The service 23andMe provides is not a medical genetic test, and is not covered by insurance. Our goal is to provide you with an overview of your DNA through personalized reports on carrier status*, genetic health risk*, ancestry, traits and wellness.
You and your physician may find the information we provide helpful when looked at together with your personal and family health history. However, 23andMe’s test is not diagnostic and should not be submitted to your health insurance for reimbursement. If you believe you have a medical need for genetic testing, please talk to your healthcare provider about genetic testing for medical purposes. Medical genetic tests may be covered by insurance, depending on your insurance policy, and indication for testing.

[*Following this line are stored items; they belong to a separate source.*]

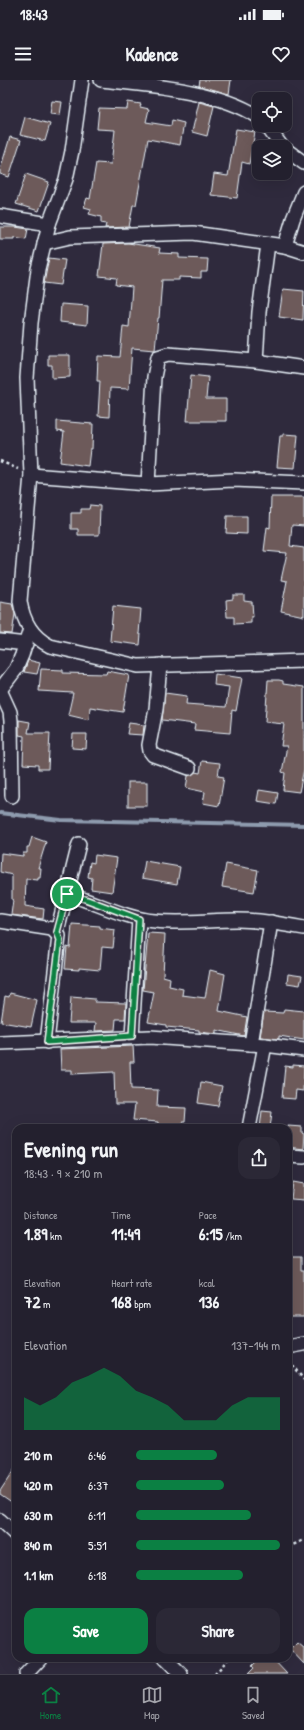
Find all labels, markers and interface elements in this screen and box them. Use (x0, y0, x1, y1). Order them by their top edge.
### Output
text: 18:43 (20, 4, 48, 25)
text: Kadence (126, 42, 178, 67)
icon: menu (12, 43, 34, 65)
icon: heart (270, 43, 292, 65)
map controls (252, 92, 292, 180)
button: locate (252, 92, 292, 132)
button: layers (252, 140, 292, 180)
pin (50, 877, 84, 911)
icon: arrive (56, 883, 78, 905)
text: Evening run (24, 1134, 118, 1164)
button: share (238, 1137, 280, 1179)
text: 18:43 · 9 × 210 m (24, 1164, 102, 1182)
text: Distance (24, 1208, 58, 1222)
text: Time (111, 1208, 131, 1222)
text: Pace (199, 1208, 217, 1222)
text: 1.89 (24, 1222, 47, 1245)
text: 11:49 (111, 1222, 140, 1245)
text: 6:15 (199, 1222, 223, 1245)
text: km (47, 1229, 62, 1243)
text: /km (223, 1229, 242, 1243)
text: Elevation (24, 1276, 61, 1290)
text: Heart rate (111, 1276, 152, 1290)
text: kcal (199, 1276, 215, 1290)
text: 72 (24, 1290, 40, 1313)
text: 168 (111, 1290, 132, 1313)
text: 136 (199, 1290, 219, 1313)
text: m (40, 1297, 50, 1311)
text: bpm (132, 1297, 151, 1311)
text: Elevation (24, 1336, 67, 1354)
text: 137–144 m (231, 1336, 280, 1354)
text: 210 m (24, 1446, 52, 1464)
text: 6:46 (88, 1446, 106, 1464)
text: 420 m (24, 1476, 53, 1494)
text: 6:37 (88, 1476, 108, 1494)
text: 630 m (24, 1506, 53, 1524)
text: 6:11 (88, 1506, 106, 1524)
text: 840 m (24, 1536, 52, 1554)
text: 5:51 (88, 1536, 107, 1554)
text: 1.1 km (24, 1566, 53, 1584)
text: 6:18 (88, 1566, 107, 1584)
button: Save (24, 1608, 148, 1654)
button: Share (156, 1608, 280, 1654)
tab: Home (40, 1684, 62, 1722)
tab: Map (141, 1684, 163, 1722)
tab: Saved (242, 1684, 264, 1722)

*The 23andMe PGS test uses qualitative genotyping to detect clinically relevant variants in the genomic DNA of adults from saliva collected using an FDA-cleared collection device (Oragene·DX model OGD-500.001) for the purpose of reporting and interpreting genetic health risks and reporting carrier status. It is not intended to diagnose any disease. The relevance of each report varies based on ethnicity. Each genetic health risk report describes if a person has variants associated with a higher risk of developing a disease, but does not describe a person’s overall risk of developing the disease. These reports are not intended to tell you anything about your current state of health, or to be used to make medical decisions, including whether or not you should take a medication or how much of a medication you should take. Our carrier status reports can be used to determine carrier status, but cannot determine if you have two copies of any genetic variant. These carrier reports are not intended to tell you anything about your risk for developing a disease in the future or anything about the health of your fetus, or your newborn child's risk of developing a particular disease later in life. For Gaucher Disease Type 1, we provide a single report that includes information on both carrier status and genetic health risk.